A todo esto Santa no llega con la encomienda.
-¡Santa trae otra cerveza!-insiste David; saca un cigarrillo, lo enciende, traga el humo y luego lo expulsa.-Fíjese, permítame explicarle algo –decía, atrasando el reloj de la ira- mi amigo me ha preguntado sobre una yegua que tenía yo; mi yegua se llamaba Heroína; se llamaba así porque a mí me dió la gana de ponerle ese nombre; le contaba a mis amigos lo mucho que me dolió que se muriera; soy criador de equinos, cuando hablo de equino me refiero a caballo, burro, mulo, cebra, etcétera; pero a lo que me dedico es a criar caballos. Pero, si no me entiende, usted es libre de pensar lo que quiera.
El militar no lucía complacido; más bien esperaba cualquier oportunidad para justificar cualquier acción. David no disimulaba la ira; su rostro se tornaba cada vez más rojo.
-¡Santa, es que no oyes que hace rato que te estoy diciendo que traigas la maldita cerveza! -volvió a requerir David con mayor energía a la muchacha, quien, con la mano, le hacía señas que esperara.
Todos quedamos en silencio; Manuel y yo nos mirábamos, buscando salidas; David fumaba y movía ansiosamente la pierna derecha; el ambiente denso que pendía sobre nosotros contrastaba con la alegría del lugar; buscaba la forma, sin encontrarla, de evitar el previsible desenlace; tres amigos entrañables; la imposible Santa; la cerveza ausente; la impotencia y yo, éramos los cómplices indivisibles que provocaron al destino y, en ese momento, éste se encontraba preparándonos el colofón, con su morbosidad habitual.
Sentía rabia porque mi mente no lograba atraer un tema que hiciera olvidar lo sucedido.

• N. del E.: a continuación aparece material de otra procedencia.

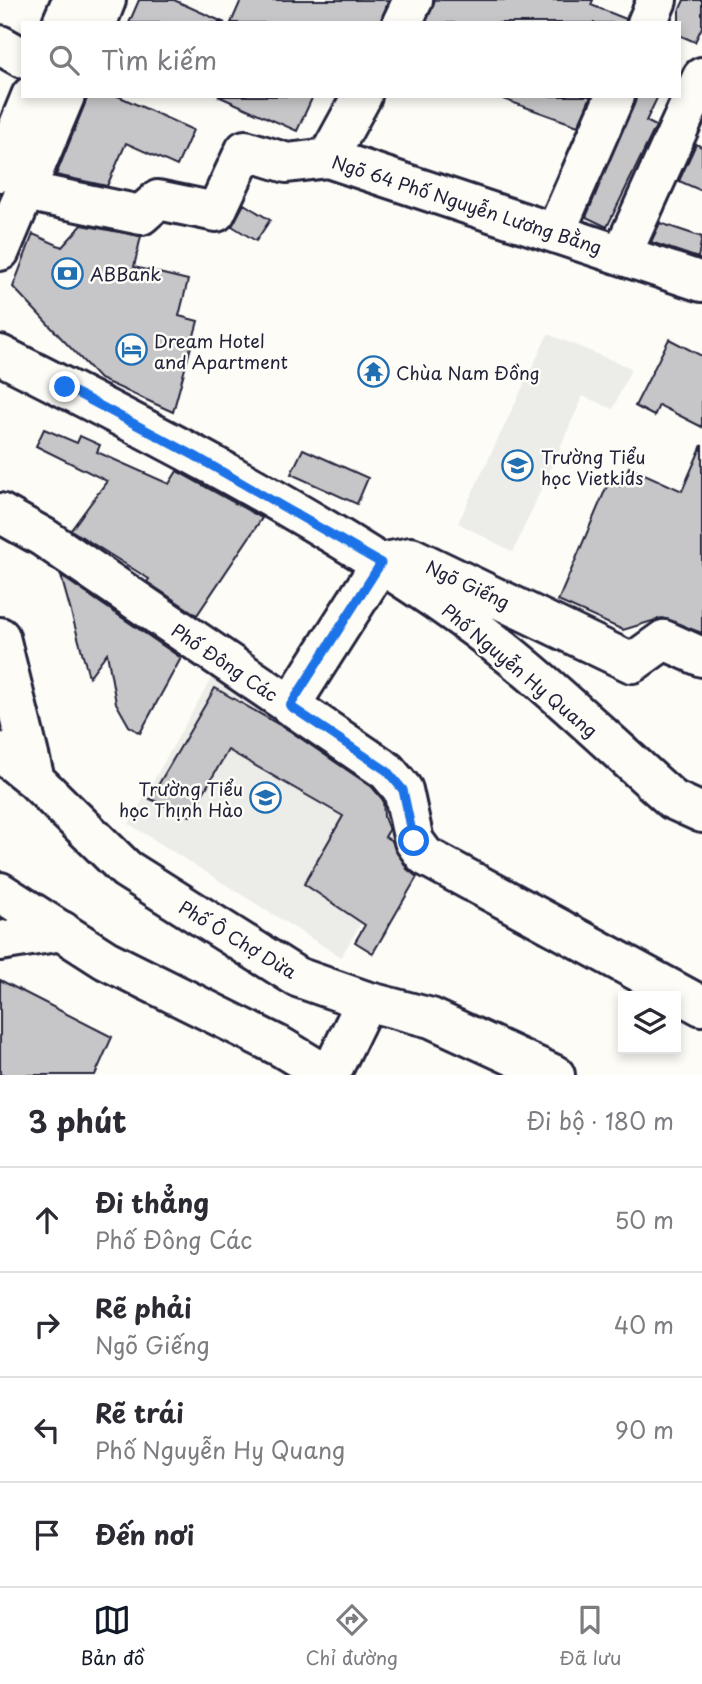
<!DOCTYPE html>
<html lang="vi">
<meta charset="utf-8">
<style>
:root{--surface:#fff;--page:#f2f2f3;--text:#2b2b33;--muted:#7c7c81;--line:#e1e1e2;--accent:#111827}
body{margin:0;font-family:"Playpen Sans",sans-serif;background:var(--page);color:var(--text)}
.controls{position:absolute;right:21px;bottom:21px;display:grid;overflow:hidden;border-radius:0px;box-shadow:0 4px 10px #0003}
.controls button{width:63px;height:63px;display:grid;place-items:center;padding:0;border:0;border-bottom:2px solid var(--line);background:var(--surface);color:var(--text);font:35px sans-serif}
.stop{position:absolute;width:21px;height:21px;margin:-16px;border:5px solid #1a73e8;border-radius:50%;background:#fff}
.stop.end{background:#1a73e8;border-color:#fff;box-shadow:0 2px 7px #0008}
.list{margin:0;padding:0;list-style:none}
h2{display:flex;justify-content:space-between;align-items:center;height:91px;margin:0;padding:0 28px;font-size:30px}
h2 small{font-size:23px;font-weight:400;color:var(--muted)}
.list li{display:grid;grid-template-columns:46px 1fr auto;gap:21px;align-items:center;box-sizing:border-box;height:105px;padding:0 28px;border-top:2px solid var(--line)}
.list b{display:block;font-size:26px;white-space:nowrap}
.list p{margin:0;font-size:23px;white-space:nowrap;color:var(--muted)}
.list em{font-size:23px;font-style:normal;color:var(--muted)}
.icon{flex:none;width:38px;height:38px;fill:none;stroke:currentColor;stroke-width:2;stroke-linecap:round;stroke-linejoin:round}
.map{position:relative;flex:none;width:702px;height:1075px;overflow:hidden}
.search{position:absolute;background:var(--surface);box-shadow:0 4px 10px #0003;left:21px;right:21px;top:21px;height:77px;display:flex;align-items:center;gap:18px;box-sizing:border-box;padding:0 24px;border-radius:0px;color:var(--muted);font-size:26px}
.sheet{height:511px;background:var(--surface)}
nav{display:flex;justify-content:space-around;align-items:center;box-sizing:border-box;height:98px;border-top:2px solid var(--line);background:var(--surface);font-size:19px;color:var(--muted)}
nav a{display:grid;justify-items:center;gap:4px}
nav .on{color:var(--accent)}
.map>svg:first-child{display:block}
.built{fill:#ecece9}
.building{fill:#c6c6c8;stroke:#22223b;stroke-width:2}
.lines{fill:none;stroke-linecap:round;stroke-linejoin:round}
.minor-casing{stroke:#22223b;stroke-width:44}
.major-casing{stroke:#22223b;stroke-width:44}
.minor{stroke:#fdfcf7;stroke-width:38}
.major{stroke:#fdfcf7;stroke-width:38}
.route{stroke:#1a73e8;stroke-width:9}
.labels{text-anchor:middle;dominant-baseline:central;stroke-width:5;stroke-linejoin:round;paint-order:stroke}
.street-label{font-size:18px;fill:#22223b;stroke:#fdfcf7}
.poi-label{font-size:18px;fill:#22223b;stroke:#fdfcf7;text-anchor:start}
</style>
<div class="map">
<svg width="702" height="1075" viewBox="0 0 702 1075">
<rect width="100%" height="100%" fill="#fdfcf7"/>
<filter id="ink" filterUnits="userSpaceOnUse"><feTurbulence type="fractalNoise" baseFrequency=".0143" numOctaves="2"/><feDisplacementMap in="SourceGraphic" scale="14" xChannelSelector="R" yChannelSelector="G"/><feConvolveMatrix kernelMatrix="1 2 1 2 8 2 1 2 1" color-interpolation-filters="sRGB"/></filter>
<g filter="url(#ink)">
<path class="built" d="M548,334L631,368L613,409L583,396L513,552L458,523Z
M212,677L378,773L408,842L341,957L129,824Z"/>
<path class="building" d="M139,0H174L225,23H129Z
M241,0H389L380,23H231Z
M435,0H593L591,5L626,19V23H426Z
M684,0H702V27L695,42L679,35V11Z
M88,96H118L193,130L177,166L126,143L107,186L56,175Z
M218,96H313L297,131Z
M503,96H591L578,126L503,99Z
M636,96H658L646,121L656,126L607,227L586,217Z
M696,144L702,147V191L679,181Z
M244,204L270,220L256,241L232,226Z
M660,223L702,237L698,258L651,242Z
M82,225L141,236L134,267L188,280L179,316L198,321L173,412L100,379L13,287L33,234L62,247Z
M669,339L702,356V427L659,405L654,416L635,406Z
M44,429L77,443L80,436L100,445L97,452L169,484L177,471L262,518L197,615L147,582L149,579L71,530L107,481L36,446Z
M702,445V633L662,618L623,630L558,601L609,481L620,486L629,467L682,491Z
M303,449L368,478L357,504L291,474Z
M61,576L181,658L140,733L129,726L116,703L107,653L89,677Z
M215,688L290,731L372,787L383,800L384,817L389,830L385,837L392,841L407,869L417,877L373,953L355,942L365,925L304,884L343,816L228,750L190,816L150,799Z
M0,980L112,1037L95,1075H0Z"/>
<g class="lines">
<defs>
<path id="minor" d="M402,23L413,0
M647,23L657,0
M0,45L23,58
M328,158L362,96
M26,188L44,195L141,215L158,200L216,212L245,150L287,163L328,158L702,282
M556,231L615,96
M622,254L702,77
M0,355C157,434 316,515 460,617C536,671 604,739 673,800L702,813
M0,513L43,537L387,771L403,790L414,841L425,856L702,1006
M290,706L381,563L411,557L632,663L664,640L702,657
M0,941L62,931"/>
<path id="major" d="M62,23L72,0
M97,23L106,0
M0,172L31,96
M0,251L65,96
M0,637L35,780
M0,752L35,780L126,869L297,977L366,1001L431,1018L555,1075
M0,892L106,960L281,1047L327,1075
M330,1075L366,1001"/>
</defs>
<use href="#minor" class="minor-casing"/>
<use href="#major" class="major-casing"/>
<use href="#minor" class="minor"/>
<use href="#major" class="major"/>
</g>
</g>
<g class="lines" filter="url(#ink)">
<path class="route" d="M65,387L195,456L381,563L290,706L387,771L403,790L414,841"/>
</g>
<defs>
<symbol id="bank-ring" viewBox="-11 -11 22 22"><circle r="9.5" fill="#fdfcf7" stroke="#1f6fb2" stroke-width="1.5"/><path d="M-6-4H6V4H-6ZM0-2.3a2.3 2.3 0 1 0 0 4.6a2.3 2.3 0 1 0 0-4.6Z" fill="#1f6fb2"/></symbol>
<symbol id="hotel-ring" viewBox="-11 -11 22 22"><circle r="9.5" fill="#fdfcf7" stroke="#1f6fb2" stroke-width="1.5"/><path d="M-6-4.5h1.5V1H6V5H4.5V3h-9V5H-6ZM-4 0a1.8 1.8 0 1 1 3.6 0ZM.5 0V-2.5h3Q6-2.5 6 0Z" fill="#1f6fb2"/></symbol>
<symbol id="temple-ring" viewBox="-11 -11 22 22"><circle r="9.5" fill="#fdfcf7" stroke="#1f6fb2" stroke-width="1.5"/><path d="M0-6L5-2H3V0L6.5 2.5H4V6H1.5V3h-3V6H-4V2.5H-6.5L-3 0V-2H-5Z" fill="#1f6fb2"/></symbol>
<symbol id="school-ring" viewBox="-11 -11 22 22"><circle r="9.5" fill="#fdfcf7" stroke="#1f6fb2" stroke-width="1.5"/><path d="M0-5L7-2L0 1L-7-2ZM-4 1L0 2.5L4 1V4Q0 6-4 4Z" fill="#1f6fb2"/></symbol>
</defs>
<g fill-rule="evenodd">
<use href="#bank-ring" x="50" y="256" width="35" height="35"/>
<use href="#hotel-ring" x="114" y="332" width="35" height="35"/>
<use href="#temple-ring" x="356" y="354" width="35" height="35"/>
<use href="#school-ring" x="500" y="448" width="35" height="35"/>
<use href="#school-ring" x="248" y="780" width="35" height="35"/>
</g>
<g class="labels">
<g class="street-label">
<text transform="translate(467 204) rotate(18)">Ngõ 64 Phố Nguyễn Lương Bằng</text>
<text transform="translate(468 584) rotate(25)">Ngõ Giếng</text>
<text transform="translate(225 662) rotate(34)">Phố Đông Các</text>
<text transform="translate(520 670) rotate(40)">Phố Nguyễn Hy Quang</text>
<text transform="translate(238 939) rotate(31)">Phố Ô Chợ Dừa</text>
</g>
<g class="poi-label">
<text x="90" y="273">ABBank</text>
<text x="154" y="340">Dream Hotel<tspan x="154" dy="21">and Apartment</tspan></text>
<text x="396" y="372">Chùa Nam Đồng</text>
<text x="541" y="456">Trường Tiểu<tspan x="541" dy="21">học Vietkids</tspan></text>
<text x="243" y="788" text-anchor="end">Trường Tiểu<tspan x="243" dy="21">học Thịnh Hào</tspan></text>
</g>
</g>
</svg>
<div class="controls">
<button><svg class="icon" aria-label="layers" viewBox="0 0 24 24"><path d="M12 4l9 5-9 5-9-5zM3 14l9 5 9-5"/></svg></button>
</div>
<div class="stop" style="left:414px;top:841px"></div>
<div class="stop end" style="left:65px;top:387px"></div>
<div class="search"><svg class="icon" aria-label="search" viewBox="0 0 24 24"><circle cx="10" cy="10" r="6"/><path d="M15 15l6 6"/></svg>Tìm kiếm</div>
</div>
<section class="sheet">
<h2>3 phút<small>Đi bộ · 180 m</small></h2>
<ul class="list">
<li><svg class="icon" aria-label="ahead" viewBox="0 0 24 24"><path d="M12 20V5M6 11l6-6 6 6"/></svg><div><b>Đi thẳng</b><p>Phố Đông Các</p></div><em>50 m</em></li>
<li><svg class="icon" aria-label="right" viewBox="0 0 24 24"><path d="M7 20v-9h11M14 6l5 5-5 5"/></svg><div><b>Rẽ phải</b><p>Ngõ Giếng</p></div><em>40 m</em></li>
<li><svg class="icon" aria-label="left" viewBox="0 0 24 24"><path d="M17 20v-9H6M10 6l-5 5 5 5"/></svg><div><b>Rẽ trái</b><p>Phố Nguyễn Hy Quang</p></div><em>90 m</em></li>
<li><svg class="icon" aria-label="arrive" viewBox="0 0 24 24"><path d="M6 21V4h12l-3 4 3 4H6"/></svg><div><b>Đến nơi</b></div></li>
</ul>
</section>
<nav>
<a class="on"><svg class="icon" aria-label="map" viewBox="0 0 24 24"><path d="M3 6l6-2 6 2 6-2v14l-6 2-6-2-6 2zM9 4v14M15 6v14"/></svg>Bản đồ</a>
<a><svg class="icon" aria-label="directions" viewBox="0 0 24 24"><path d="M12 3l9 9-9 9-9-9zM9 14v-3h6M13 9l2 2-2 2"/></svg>Chỉ đường</a>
<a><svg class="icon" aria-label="saved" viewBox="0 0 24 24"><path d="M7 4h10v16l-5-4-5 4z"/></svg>Đã lưu</a>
</nav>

Aparentemente Manuel se sentía igual que yo; de repente rompió el pesado silencio:
-David ¿Cuánto pesaba Heroína?
¡Oh, Dios! No lo podía creer, su pregunta tenía ese sonido de imperdonable ingenuidad; de imprudente distracción.
Fingiendo una naturalidad inconcebible, dirigí la mirada a David, quien se metía los dedos entre los cabellos, los codos sobre las rodillas y los ojos fijos en el suelo, como si la paciencia se encontrara a sus pies.
Se incorporó y, dirigiéndose a su interlocutor, haciendo gestos con los dedos de ambas manos unidos; casi explotando de rabia, pero hablando con inventada pausa y entre los dientes, le dijo: -Manuel, díme algo: ¿Heroína me cargaba a mí o yo cargaba a Heroína?; tomó aire nuevamente y dijo: ¿Cómo puedo saber, por Dios, cuánto pesaba Heroína? Tomó el vaso nerviosamente, vió que estaba vacío, miró alrededor y se dio cuenta que la joven mesera se encontraba atendiendo a otros clientes y gritó: “¡Santa, ya no traigas la maldita cerveza, coño!”.
En esos mismos momentos iba pasando un montoconcho por el frente del pequeño bar; David le silbó y le hizo señas que se parara, lo alcanzó, se montó y se marcharon; dejándonos el sonido ronco de la motocicleta y el alivio.